* PROBLEM
When you reach the line containing "context = document.querySelector('canvas').getContext('2d');" in the entries below, start writing out each line exactly, and stop after the line containing "context.font = font".

◆ ◆ ◆

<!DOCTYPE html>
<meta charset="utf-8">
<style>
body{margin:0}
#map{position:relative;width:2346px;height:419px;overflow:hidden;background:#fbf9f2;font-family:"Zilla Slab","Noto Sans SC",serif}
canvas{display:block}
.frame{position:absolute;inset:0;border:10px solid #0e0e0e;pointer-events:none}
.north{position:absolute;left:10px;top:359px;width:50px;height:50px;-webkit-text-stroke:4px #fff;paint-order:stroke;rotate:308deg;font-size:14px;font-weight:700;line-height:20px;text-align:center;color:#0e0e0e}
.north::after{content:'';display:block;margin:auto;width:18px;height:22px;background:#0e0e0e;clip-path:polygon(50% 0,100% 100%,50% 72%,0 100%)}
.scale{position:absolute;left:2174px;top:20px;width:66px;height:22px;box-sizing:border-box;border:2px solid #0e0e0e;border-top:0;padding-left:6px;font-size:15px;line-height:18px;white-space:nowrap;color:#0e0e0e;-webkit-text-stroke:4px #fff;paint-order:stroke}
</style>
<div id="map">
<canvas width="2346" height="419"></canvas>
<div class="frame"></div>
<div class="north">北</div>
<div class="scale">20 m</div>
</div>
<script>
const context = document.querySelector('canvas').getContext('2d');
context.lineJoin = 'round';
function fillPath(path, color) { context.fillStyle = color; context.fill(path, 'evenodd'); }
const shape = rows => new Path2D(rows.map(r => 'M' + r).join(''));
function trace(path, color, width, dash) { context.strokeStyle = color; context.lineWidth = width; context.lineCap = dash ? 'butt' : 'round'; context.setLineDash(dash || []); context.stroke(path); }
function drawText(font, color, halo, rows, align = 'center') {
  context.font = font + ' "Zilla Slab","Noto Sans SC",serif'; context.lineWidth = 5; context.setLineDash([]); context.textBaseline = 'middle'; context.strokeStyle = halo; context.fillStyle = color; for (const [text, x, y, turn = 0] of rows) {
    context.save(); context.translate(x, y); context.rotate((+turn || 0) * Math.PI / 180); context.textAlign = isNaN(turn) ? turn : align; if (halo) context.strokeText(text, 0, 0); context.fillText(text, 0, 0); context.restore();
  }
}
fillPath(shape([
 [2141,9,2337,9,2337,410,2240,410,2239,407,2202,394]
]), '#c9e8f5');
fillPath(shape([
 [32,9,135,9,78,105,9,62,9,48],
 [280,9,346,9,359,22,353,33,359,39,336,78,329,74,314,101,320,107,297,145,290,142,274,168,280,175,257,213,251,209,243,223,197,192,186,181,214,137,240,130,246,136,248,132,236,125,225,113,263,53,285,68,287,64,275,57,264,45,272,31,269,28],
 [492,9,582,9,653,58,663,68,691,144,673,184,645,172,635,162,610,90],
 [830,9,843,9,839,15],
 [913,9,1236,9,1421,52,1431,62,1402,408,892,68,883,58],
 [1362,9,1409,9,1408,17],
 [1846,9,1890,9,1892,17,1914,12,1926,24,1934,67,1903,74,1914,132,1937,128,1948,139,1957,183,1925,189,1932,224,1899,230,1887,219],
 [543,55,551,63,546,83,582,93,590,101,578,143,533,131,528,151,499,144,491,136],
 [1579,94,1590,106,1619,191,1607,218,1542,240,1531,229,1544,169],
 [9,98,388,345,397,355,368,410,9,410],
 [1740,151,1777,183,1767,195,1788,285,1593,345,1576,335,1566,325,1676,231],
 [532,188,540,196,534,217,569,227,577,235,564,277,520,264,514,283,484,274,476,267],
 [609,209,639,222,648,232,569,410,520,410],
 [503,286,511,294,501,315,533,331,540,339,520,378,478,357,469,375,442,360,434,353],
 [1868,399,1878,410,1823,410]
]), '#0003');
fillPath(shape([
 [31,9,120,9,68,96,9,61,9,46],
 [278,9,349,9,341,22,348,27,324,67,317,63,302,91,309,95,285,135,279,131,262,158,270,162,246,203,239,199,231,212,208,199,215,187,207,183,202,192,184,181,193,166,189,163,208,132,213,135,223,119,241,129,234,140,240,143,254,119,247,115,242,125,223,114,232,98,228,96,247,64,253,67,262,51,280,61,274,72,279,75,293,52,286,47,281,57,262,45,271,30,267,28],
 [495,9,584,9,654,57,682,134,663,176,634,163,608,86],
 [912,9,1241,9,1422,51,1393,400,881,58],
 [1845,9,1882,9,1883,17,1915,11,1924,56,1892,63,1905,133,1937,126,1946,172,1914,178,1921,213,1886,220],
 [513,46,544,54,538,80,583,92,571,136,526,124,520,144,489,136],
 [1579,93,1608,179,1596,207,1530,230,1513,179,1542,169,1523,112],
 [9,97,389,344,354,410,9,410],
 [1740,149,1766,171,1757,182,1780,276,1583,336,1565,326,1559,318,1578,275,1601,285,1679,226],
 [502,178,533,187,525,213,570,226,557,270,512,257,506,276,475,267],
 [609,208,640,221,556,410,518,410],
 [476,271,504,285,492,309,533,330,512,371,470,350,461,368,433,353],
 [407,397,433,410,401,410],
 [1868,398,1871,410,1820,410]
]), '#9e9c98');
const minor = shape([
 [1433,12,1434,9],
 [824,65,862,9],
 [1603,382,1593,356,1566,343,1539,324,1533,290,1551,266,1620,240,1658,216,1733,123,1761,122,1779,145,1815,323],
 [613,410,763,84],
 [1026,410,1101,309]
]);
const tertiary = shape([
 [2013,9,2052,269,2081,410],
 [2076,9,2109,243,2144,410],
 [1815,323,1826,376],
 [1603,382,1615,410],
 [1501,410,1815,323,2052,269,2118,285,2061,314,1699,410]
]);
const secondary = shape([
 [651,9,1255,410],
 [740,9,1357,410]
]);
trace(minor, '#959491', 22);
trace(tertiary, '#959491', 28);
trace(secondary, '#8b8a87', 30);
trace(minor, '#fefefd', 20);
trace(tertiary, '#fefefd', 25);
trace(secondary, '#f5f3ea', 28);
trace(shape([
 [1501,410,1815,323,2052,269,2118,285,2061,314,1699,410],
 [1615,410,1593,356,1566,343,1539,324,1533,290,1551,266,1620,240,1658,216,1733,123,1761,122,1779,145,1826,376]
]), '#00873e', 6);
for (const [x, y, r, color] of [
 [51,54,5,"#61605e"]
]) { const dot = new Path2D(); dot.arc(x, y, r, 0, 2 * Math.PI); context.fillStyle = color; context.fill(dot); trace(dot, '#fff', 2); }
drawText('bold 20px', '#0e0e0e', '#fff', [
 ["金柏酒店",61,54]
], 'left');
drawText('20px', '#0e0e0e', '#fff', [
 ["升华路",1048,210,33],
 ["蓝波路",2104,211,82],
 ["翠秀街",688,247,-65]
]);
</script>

◆ ◆ ◆

* OUTPUT FOR THIS TASK
const context = document.querySelector('canvas').getContext('2d');
context.lineJoin = 'round';
function fillPath(path, color) { context.fillStyle = color; context.fill(path, 'evenodd'); }
const shape = rows => new Path2D(rows.map(r => 'M' + r).join(''));
function trace(path, color, width, dash) { context.strokeStyle = color; context.lineWidth = width; context.lineCap = dash ? 'butt' : 'round'; context.setLineDash(dash || []); context.stroke(path); }
function drawText(font, color, halo, rows, align = 'center') {
  context.font = font + ' "Zilla Slab","Noto Sans SC",serif'; context.lineWidth = 5; context.setLineDash([]); context.textBaseline = 'middle'; context.strokeStyle = halo; context.fillStyle = color; for (const [text, x, y, turn = 0] of rows) {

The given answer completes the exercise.